I won’t lie, I was somewhat disappointed by the way that Winter was executed. Meyer’s prose is still on point and riveting as always, but I strongly felt like Winter wasn’t the sole focus of the novel. Where Cinder, Scarlet, and even Cress all felt like novels oriented toward the retelling of a fairytale whilst also furthering the plot of the series, Winter felt like the opposite. Throughout reading, I constantly felt like the novel was focused more on furthering the plot of the Lunar Chronicles as opposed to telling us the titular character’s story. Winter does take a bit of a backseat to her cousin Cinder’s storyline as readers wonder if Cinder’s revolution will prove successful.
That being said, I won’t deny that Winter was a good book. It kept me engaged. It kept me excited. It kept me flipping pages until I could reach the very end and constantly kept me guessing. The action that took place in each chapter was always enjoyable, but I was also beginning to pick up a pattern while reading. It felt like a lot of the action sequences that would ensue had a bit of a uniform structure to them which, in turn, made points of the novel very predictable. I was still interested in what was happening—but at the same time, I was also a bit pouty whenever my predictions rang true.

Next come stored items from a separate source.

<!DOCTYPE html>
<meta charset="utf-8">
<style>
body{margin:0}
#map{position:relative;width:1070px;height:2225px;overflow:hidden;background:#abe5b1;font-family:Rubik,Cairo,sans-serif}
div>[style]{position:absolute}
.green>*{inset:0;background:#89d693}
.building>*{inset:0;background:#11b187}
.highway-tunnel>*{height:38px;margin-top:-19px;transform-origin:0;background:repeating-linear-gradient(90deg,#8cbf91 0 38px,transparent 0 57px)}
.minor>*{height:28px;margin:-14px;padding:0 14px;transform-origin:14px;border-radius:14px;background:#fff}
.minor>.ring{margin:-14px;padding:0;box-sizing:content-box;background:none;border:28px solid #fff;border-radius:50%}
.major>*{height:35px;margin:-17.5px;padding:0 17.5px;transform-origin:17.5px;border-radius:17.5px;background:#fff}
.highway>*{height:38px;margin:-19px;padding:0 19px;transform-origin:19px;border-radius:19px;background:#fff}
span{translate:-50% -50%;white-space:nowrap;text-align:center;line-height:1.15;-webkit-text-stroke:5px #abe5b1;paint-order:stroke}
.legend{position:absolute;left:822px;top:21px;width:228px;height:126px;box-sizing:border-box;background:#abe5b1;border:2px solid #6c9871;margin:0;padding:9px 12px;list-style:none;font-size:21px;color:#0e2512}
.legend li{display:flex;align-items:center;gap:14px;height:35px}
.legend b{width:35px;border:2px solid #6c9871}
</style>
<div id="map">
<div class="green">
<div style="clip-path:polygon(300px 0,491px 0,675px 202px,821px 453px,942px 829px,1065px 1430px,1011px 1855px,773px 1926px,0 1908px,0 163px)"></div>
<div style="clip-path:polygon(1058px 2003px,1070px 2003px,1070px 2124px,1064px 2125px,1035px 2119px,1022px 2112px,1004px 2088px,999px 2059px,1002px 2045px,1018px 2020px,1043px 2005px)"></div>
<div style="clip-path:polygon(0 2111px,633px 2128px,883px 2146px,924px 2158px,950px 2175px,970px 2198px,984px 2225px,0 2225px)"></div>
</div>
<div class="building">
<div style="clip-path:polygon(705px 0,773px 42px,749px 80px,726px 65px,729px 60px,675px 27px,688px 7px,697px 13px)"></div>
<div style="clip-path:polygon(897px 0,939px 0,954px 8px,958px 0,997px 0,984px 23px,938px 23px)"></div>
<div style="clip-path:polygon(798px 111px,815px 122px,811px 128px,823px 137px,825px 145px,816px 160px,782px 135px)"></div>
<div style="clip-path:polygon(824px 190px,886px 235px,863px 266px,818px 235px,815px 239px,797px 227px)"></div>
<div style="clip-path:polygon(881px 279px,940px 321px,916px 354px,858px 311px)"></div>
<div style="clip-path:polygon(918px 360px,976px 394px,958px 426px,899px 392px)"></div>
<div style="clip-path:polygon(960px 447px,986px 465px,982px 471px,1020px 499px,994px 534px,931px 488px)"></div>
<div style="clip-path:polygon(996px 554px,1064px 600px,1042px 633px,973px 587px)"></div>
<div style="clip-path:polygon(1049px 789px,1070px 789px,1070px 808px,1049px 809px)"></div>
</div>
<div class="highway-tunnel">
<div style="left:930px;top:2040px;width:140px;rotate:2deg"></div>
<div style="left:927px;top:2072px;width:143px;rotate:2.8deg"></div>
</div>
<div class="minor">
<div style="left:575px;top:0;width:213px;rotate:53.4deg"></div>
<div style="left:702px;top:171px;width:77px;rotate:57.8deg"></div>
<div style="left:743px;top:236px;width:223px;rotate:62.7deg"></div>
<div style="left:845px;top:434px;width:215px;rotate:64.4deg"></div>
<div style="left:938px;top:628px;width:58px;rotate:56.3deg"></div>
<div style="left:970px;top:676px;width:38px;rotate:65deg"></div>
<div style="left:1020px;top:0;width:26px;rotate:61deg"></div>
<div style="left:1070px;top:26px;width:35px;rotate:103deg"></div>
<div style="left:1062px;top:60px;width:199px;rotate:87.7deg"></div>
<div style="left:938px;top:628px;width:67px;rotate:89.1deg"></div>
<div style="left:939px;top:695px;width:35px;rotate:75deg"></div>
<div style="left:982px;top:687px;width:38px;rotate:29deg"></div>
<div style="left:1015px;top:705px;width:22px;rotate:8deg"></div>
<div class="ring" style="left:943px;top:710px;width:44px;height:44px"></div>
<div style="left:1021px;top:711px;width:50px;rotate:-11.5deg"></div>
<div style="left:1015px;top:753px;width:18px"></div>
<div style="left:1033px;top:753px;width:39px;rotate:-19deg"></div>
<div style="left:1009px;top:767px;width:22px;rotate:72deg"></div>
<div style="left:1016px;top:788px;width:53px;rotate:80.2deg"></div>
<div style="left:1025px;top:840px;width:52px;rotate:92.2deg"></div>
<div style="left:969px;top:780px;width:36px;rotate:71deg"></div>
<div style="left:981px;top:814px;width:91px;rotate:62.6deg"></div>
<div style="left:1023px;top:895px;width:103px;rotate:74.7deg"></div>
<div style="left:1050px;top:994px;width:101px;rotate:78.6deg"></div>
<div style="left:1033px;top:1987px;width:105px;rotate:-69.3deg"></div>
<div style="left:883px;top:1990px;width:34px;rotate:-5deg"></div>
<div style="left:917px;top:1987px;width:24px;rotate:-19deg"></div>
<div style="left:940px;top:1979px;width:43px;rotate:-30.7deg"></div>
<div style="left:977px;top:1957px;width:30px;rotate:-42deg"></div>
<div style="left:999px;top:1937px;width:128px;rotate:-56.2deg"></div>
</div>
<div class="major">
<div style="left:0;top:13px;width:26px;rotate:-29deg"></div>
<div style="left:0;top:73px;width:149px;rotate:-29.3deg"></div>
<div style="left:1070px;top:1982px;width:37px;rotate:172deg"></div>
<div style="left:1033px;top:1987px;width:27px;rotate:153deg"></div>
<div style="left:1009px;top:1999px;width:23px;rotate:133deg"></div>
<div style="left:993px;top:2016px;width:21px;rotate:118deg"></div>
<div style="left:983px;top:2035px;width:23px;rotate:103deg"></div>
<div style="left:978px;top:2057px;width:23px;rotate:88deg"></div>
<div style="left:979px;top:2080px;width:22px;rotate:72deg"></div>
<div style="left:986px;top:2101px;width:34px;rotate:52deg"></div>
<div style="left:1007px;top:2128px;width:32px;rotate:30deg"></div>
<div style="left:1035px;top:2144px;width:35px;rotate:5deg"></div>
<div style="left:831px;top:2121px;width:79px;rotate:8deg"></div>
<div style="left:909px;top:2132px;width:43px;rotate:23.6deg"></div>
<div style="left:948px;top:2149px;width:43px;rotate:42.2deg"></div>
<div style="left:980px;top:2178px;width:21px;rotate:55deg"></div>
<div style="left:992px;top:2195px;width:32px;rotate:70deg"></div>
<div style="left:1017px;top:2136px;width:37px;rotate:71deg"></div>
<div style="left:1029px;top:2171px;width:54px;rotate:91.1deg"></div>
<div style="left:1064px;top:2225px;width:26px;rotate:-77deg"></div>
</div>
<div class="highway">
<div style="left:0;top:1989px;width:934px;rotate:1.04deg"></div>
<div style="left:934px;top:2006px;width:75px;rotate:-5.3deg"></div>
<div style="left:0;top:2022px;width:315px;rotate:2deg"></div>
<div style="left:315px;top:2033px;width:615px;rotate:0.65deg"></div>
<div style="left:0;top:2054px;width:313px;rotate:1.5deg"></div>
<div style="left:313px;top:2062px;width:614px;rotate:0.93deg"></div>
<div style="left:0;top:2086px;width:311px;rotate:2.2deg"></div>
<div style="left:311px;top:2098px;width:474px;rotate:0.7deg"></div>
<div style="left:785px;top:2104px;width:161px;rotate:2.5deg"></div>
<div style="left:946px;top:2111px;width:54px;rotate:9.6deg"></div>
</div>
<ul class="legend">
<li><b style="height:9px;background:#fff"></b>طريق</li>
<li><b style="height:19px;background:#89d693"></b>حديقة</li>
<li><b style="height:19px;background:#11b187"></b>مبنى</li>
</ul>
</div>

I definitely do think that Winter is a very good choice for a final novel in an amazing series. Personally, I’m not entirely content with the way that everything ended—but what can I say? I’m a picky reader. If you’re a fan of The Lunar Chronicles then there’s no doubt in my mind that you will love Winter and that you will be weeping as you get closer and closer to the very real ending of the series. Luckily for all of us, it isn’t the very last that we’ll ever have of the series—we still have Stars Above to look forward to.
I would recommend The Lunar Chronicles to readers who are looking for fairytale retellings with a futuristic twist. Readers who are looking for a series that has the perfect combination of lightheartedness and darker, serious moments should definitely give it a read. Any readers who are looking for a series that mixes action and romance perfectly should also definitely pick up the series. Lastly, if you’re looking for a novel that you can easily finish in one sitting, The Lunar Chronicles is for you.